▶ [EXERCISE GOAL] Produce an exact copy of all the data below, dropping every image.

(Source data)
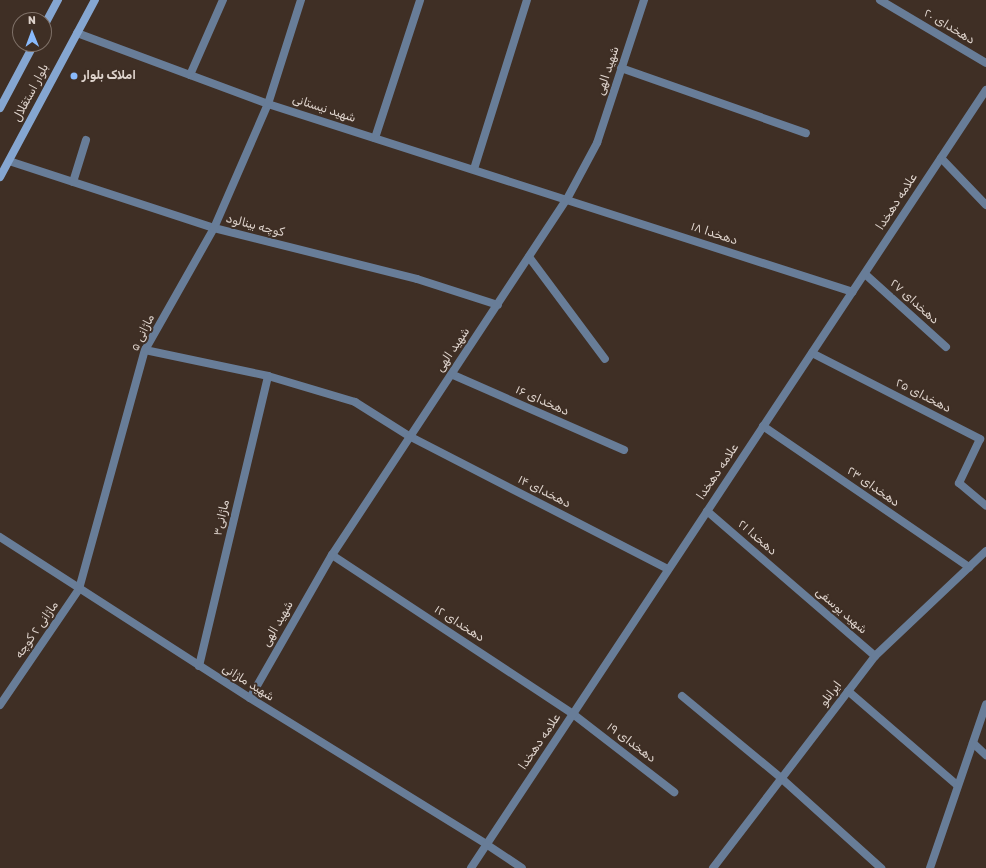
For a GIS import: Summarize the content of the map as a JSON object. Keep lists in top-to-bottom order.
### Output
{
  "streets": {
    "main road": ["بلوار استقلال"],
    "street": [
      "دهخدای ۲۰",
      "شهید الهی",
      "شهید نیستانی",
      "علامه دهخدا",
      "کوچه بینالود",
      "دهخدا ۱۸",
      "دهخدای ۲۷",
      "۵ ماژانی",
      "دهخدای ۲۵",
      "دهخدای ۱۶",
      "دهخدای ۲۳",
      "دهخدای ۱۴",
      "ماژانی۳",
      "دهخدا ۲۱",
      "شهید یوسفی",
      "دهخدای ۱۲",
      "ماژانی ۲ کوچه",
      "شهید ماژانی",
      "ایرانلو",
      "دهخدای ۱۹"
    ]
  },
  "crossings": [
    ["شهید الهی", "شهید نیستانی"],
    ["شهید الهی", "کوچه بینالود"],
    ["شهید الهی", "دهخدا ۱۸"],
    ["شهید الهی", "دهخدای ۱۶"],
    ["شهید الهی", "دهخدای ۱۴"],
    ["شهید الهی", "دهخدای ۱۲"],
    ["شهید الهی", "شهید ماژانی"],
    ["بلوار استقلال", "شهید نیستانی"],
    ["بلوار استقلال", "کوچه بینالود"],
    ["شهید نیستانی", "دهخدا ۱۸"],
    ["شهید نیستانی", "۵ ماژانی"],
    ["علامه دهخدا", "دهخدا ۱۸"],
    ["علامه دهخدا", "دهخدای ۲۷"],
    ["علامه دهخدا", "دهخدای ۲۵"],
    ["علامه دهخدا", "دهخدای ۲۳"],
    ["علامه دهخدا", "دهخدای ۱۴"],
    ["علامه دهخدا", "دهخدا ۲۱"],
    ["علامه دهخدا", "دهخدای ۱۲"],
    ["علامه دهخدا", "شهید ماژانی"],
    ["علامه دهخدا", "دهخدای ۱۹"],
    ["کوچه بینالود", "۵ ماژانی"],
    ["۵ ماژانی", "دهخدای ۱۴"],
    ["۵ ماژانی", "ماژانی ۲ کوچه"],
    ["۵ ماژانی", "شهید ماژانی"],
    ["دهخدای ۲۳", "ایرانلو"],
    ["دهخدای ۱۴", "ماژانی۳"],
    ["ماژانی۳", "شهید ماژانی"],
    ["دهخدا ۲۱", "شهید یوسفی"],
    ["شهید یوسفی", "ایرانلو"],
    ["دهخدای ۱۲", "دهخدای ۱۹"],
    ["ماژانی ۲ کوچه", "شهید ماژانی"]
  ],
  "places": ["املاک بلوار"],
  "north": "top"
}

▶ [EXERCISE ANSWER]
For a GIS import: Summarize the content of the map as a JSON object. Keep lists in top-to-bottom order.
### Output
{
  "streets": {
    "main road": ["بلوار استقلال"],
    "street": [
      "دهخدای ۲۰",
      "شهید الهی",
      "شهید نیستانی",
      "علامه دهخدا",
      "کوچه بینالود",
      "دهخدا ۱۸",
      "دهخدای ۲۷",
      "۵ ماژانی",
      "دهخدای ۲۵",
      "دهخدای ۱۶",
      "دهخدای ۲۳",
      "دهخدای ۱۴",
      "ماژانی۳",
      "دهخدا ۲۱",
      "شهید یوسفی",
      "دهخدای ۱۲",
      "ماژانی ۲ کوچه",
      "شهید ماژانی",
      "ایرانلو",
      "دهخدای ۱۹"
    ]
  },
  "crossings": [
    ["شهید الهی", "شهید نیستانی"],
    ["شهید الهی", "کوچه بینالود"],
    ["شهید الهی", "دهخدا ۱۸"],
    ["شهید الهی", "دهخدای ۱۶"],
    ["شهید الهی", "دهخدای ۱۴"],
    ["شهید الهی", "دهخدای ۱۲"],
    ["شهید الهی", "شهید ماژانی"],
    ["بلوار استقلال", "شهید نیستانی"],
    ["بلوار استقلال", "کوچه بینالود"],
    ["شهید نیستانی", "دهخدا ۱۸"],
    ["شهید نیستانی", "۵ ماژانی"],
    ["علامه دهخدا", "دهخدا ۱۸"],
    ["علامه دهخدا", "دهخدای ۲۷"],
    ["علامه دهخدا", "دهخدای ۲۵"],
    ["علامه دهخدا", "دهخدای ۲۳"],
    ["علامه دهخدا", "دهخدای ۱۴"],
    ["علامه دهخدا", "دهخدا ۲۱"],
    ["علامه دهخدا", "دهخدای ۱۲"],
    ["علامه دهخدا", "شهید ماژانی"],
    ["علامه دهخدا", "دهخدای ۱۹"],
    ["کوچه بینالود", "۵ ماژانی"],
    ["۵ ماژانی", "دهخدای ۱۴"],
    ["۵ ماژانی", "ماژانی ۲ کوچه"],
    ["۵ ماژانی", "شهید ماژانی"],
    ["دهخدای ۲۳", "ایرانلو"],
    ["دهخدای ۱۴", "ماژانی۳"],
    ["ماژانی۳", "شهید ماژانی"],
    ["دهخدا ۲۱", "شهید یوسفی"],
    ["شهید یوسفی", "ایرانلو"],
    ["دهخدای ۱۲", "دهخدای ۱۹"],
    ["ماژانی ۲ کوچه", "شهید ماژانی"]
  ],
  "places": ["املاک بلوار"],
  "north": "top"
}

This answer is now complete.